-- Activity --
Across the entries below, count the lines in which the word "above" occurs. Reply with the count alone.

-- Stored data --
================

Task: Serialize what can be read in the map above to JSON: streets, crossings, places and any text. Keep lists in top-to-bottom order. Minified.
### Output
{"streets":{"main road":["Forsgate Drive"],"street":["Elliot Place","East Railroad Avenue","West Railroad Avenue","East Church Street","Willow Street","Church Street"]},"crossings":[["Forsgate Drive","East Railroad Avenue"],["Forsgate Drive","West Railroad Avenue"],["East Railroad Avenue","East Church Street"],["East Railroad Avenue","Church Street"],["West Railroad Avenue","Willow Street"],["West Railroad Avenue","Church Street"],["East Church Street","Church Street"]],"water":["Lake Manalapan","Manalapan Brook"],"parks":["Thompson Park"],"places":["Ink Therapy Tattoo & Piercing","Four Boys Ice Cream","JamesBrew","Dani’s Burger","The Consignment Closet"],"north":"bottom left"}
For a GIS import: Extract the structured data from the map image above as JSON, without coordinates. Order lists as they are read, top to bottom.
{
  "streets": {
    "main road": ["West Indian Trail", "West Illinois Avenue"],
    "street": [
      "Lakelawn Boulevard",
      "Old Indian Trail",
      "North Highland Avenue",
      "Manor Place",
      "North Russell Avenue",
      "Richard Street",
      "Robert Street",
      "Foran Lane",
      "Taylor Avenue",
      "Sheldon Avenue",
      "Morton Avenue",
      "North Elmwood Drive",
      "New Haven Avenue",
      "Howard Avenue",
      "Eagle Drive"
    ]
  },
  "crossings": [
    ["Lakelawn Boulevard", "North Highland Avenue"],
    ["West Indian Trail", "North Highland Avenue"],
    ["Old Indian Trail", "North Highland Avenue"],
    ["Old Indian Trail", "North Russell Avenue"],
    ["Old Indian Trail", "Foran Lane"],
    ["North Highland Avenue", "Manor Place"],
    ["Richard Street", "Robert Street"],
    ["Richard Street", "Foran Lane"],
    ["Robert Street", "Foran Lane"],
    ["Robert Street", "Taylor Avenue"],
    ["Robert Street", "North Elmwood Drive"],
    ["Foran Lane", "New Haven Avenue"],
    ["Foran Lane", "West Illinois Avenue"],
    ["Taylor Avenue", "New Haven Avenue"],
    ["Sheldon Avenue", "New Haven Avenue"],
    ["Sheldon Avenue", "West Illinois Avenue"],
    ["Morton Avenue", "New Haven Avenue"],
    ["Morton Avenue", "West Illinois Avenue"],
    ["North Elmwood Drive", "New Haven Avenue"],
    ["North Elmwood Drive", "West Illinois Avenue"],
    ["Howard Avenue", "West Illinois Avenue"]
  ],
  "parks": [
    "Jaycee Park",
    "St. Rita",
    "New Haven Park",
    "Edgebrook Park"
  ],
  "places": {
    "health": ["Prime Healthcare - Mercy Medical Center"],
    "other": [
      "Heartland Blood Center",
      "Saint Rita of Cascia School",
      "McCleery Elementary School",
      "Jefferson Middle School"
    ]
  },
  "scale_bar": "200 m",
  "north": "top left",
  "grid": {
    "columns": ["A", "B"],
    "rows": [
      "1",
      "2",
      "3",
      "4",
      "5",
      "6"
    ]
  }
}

================

-- Output for this exercise --
2